Helal olsun

Yüz yıllar oldu para kazanmak için hiç çalışmak zorunda kalmadılar. Bir hayalin yaşandığını sergilemekti görevleri; sonsuz mutluluğu. Ne kadar başarılı olduysalar, dünya o kadar yaklaştı cehenneme.

Adam Smith Amerika’nın bağımsızlığını savunur, on sekizinci yüzyılın sonlarına doğru. Birleşik Krallık için böylesi daha iyidir ona göre. Pek de haksız sayılmaz. Gelen çağda Kraliyet anlamsızlaşacaktır ve Kraliyet ailesi varlığını ve egemenliğini sürdürecektir. Artık fiilen varlıklarının temeli Kraliyetin sağladığı meşruiyet değil, sermayelerinin gücü olacaktır. Kraliyet ailesi olarak görüntünün sürekliliği, gerçeklikte yaşanan bu kırılmayı saklayacaktır. Amerika’nın Kraliyet ailesine tabi olmaması, sermayedar olarak Kraliyet ailesinin çıkarınadır.

Pazar 1 Mayıs’tı. Cuma günü sergilenen düğünde bir mektep müsameresinde bile yer yer hissedilen mucizevilikler hiç hissedilmedi; her anı makuldü, her anı olabilir.
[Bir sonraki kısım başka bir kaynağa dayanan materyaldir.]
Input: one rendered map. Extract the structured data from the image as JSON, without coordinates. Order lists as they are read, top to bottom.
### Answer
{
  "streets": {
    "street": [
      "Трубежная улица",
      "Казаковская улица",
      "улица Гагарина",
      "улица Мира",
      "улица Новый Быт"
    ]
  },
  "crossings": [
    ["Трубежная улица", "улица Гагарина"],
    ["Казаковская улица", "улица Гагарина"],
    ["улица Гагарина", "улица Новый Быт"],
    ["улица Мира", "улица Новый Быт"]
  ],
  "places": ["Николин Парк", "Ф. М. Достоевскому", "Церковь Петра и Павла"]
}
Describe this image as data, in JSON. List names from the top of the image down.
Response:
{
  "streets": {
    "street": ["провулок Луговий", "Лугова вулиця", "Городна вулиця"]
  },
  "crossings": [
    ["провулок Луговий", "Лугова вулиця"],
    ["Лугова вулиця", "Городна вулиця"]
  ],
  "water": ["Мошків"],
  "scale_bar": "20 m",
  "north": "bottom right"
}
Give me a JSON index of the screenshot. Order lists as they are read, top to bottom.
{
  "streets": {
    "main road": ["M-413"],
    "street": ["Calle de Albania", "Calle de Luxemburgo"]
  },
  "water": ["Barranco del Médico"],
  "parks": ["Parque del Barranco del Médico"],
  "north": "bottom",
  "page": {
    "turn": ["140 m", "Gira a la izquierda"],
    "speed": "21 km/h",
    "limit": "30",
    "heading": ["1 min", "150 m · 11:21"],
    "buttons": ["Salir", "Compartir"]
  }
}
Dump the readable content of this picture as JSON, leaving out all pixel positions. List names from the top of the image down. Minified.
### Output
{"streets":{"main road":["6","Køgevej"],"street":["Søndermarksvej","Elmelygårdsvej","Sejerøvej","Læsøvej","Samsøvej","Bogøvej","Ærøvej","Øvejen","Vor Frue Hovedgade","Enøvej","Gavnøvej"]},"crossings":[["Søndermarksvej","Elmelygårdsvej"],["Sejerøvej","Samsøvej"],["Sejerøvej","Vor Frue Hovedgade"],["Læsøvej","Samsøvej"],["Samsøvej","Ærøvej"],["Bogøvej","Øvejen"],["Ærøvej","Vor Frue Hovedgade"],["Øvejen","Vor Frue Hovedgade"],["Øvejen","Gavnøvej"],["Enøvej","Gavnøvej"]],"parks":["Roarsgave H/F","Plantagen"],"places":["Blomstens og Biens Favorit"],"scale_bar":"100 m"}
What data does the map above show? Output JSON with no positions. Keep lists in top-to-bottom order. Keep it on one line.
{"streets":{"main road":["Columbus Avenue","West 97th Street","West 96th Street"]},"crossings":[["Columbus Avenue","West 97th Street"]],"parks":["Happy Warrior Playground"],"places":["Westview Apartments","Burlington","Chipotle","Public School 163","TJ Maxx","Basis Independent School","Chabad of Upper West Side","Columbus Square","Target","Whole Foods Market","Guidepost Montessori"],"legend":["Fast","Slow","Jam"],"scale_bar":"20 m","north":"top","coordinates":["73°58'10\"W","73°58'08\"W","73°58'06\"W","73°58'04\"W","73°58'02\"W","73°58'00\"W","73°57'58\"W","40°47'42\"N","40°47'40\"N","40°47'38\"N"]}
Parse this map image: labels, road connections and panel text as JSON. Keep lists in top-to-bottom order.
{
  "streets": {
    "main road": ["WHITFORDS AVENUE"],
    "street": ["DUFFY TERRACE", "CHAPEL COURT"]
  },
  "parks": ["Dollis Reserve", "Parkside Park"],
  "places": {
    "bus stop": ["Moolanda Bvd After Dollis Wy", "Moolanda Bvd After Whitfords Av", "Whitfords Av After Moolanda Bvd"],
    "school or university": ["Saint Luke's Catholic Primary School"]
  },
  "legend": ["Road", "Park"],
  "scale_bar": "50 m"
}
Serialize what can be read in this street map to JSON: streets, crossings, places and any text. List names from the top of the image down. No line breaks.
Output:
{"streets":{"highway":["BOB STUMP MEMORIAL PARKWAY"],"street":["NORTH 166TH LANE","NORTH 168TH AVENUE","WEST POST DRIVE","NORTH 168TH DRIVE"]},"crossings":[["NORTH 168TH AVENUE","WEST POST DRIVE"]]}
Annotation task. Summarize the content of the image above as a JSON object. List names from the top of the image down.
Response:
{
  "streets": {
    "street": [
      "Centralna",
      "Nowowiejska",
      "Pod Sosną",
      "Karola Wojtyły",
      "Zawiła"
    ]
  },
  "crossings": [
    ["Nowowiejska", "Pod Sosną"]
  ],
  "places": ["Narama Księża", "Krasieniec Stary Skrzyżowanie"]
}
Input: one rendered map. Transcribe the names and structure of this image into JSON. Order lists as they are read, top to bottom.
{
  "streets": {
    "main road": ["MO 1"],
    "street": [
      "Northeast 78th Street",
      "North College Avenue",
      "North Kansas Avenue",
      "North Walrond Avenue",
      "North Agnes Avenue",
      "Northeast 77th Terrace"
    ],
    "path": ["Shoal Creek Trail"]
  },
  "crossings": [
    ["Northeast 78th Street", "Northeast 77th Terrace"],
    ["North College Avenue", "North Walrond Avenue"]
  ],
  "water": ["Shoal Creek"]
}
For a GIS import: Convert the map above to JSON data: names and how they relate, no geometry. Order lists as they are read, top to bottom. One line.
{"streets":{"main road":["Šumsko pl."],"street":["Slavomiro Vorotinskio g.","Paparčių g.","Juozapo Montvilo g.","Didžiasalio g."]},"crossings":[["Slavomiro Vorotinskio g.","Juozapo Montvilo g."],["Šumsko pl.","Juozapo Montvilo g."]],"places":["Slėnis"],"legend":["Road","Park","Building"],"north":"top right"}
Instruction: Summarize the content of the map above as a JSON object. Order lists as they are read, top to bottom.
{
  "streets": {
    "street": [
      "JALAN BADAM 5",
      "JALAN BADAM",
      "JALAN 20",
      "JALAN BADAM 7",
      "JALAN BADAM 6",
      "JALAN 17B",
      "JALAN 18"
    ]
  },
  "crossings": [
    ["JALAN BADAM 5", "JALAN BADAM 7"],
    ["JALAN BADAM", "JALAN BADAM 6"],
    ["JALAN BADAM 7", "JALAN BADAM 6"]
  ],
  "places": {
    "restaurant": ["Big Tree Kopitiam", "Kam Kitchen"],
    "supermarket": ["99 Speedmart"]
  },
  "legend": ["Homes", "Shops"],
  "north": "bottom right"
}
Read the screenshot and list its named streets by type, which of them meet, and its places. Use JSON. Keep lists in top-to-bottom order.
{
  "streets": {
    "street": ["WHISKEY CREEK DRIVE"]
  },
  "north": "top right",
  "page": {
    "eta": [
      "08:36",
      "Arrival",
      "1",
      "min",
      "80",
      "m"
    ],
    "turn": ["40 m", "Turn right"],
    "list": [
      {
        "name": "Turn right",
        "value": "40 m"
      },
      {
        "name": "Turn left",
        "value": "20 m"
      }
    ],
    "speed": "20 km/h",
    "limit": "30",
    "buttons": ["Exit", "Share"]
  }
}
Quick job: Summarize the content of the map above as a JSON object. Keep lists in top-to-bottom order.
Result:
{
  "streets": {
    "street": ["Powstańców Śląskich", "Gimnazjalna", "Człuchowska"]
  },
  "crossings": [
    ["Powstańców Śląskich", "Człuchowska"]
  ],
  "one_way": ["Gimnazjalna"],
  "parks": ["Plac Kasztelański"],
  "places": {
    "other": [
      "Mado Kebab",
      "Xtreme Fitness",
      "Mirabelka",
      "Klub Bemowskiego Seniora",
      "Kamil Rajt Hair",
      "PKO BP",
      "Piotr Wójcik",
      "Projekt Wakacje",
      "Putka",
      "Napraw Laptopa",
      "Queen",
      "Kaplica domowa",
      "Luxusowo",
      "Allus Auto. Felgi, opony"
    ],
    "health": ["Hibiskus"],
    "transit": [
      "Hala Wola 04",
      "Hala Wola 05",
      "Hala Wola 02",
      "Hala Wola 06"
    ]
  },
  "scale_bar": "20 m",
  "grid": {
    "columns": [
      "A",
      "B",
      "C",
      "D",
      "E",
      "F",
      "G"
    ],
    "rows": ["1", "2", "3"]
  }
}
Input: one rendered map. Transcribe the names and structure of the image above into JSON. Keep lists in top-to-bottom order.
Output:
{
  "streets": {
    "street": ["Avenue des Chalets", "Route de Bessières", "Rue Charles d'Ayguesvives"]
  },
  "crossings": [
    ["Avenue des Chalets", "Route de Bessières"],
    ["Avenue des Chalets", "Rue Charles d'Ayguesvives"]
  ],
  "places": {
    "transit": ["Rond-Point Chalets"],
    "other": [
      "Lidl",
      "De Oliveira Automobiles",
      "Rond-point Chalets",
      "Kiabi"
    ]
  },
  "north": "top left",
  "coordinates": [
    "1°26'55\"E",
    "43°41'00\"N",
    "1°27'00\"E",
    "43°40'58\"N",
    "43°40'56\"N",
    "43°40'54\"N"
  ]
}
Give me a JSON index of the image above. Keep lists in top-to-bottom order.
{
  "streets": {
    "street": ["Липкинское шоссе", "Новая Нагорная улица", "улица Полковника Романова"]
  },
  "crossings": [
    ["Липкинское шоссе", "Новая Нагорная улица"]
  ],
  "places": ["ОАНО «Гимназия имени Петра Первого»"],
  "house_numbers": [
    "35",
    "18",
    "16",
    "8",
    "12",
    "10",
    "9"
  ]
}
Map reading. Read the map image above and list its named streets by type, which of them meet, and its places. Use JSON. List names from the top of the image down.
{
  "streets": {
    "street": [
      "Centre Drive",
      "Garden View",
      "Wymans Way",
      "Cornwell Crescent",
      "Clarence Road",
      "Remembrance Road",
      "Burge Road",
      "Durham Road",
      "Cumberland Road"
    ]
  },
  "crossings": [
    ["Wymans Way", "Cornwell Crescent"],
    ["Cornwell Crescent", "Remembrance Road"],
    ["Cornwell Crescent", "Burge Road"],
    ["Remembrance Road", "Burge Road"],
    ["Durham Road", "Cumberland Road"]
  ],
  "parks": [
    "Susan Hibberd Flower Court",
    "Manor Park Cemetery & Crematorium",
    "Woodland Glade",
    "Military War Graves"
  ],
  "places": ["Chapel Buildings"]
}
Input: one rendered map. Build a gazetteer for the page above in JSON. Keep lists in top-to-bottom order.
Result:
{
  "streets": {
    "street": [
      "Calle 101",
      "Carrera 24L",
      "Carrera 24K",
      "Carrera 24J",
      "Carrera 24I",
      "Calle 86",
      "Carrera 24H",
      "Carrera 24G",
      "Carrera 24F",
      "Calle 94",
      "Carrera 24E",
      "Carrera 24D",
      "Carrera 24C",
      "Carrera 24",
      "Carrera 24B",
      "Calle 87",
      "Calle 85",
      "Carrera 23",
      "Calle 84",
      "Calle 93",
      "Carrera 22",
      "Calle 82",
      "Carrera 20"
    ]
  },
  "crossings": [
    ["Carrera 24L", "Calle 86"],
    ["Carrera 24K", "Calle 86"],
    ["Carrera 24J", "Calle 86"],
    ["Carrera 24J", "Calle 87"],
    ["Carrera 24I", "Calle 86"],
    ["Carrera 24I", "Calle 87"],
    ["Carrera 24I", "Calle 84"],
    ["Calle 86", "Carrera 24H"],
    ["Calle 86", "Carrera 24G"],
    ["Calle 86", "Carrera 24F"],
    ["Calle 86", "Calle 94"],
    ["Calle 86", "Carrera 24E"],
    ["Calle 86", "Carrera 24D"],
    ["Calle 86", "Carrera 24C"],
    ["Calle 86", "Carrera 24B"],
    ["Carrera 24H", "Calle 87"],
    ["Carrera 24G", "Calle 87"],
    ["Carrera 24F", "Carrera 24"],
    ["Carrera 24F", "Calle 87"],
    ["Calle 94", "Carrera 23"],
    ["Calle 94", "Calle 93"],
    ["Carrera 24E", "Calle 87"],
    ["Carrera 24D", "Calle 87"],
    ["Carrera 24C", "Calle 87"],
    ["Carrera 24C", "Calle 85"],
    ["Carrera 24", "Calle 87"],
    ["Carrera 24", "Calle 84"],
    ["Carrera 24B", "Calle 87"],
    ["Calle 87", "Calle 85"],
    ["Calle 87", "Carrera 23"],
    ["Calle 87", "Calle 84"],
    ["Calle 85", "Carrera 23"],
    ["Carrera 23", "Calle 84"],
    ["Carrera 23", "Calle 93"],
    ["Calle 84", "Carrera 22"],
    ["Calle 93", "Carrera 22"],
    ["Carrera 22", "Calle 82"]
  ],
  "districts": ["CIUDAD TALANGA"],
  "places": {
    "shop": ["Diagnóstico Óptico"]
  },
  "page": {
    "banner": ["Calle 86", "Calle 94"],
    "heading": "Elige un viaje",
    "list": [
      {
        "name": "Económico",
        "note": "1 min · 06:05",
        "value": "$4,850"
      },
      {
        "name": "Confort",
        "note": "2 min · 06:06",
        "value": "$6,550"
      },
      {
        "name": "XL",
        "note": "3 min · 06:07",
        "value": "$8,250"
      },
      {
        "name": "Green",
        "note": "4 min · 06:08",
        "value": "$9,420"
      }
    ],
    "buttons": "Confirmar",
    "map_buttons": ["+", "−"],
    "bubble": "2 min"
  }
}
Hayalvari olması gerekenin bu denli aleni gerçekliği bir şeylerin aksamaya başladığının işareti değil mi?

Krallıklar çağı kapanmış olmasına karşın, İngliz Kraliyet ailesinin varlığı sürmüş gibi oldu. “Bunların çağı geçti!” demenin bir anlamı yoktu. Gerçekten çağı geçmiş olmalarına karşın, gelen çağda egemen olarak varlıklarını sürdürecek -kraliyetten farklı bir- temele haizdiler. Roma-Germen imparatorluk geleneğinin üzerine basarak yükselen, kıta Avrupası olarak onu yedekleyen, Anglosakson kültürle yetişmiş burjuvalar tarafından yürütülen dünya çapındaki mali sermaye ve buna eşlik eden emperyalist iktidar örgütlenmesi, iki yüzyıldan sonra artık etkisini göreli olarak yitirmeye başladı.

Kraliyet ailesi, başındaki kadın olduğu için en başarılı biçimde düğün gibi kadın hayallerini sahneye koyadursun, iki yüzyıllık dönemin ikinci yüz yılı boyunca dünya çapındaki emperyalist burjuva örgütlenmesinin varlığını ve durumunu en net gösterdiği gösteri olan olimpiyatların sonuncusu Pekin’de gerçekleşti. Bir sonrakiyse önümüzdeki yıl Londra’da gerçekleşecek. Düğün bu gelecekten geçmişe geçme hareketli görüntüsünde bir ara sahne oldu bir bakıma.

Pekin olimpiyat oyunları, olağanüstü harcamalarla yapıldı. İsraf olarak görenler çoktur. Ama daha dikkatlice bakıldığında, olimpiyat sonrasında Çin bağlantılı iktisadi aktivite hacmindeki gelişmenin bu harcamaları fazlasıyla karşılayan bir katkısının olduğu görülür. Diğer yandaysa gerek 29 Nisan düğününün, gerek önümüzdeki yıl yapılacak olan olimpiyatların bırakın iktisadi aktivite hacminde benzeri bir genişlemeye katkı yapmayı, masrafını bile çıkaramayacağını düşünmek yerinde olur. Neredeyse safi tüketim harcaması. Üstüne bütün Dünya’da olimpiyatlar boyunca tatil ilan edilse, çalışanlar ücretli izne ayrılsa, toplu taşımanın ücretsiz olması gibi şeyler olsa fena mı olur? Hiç de etkileyici olmayan bu eğlencelerden, çalışanların payına ne düşerse helal olsun.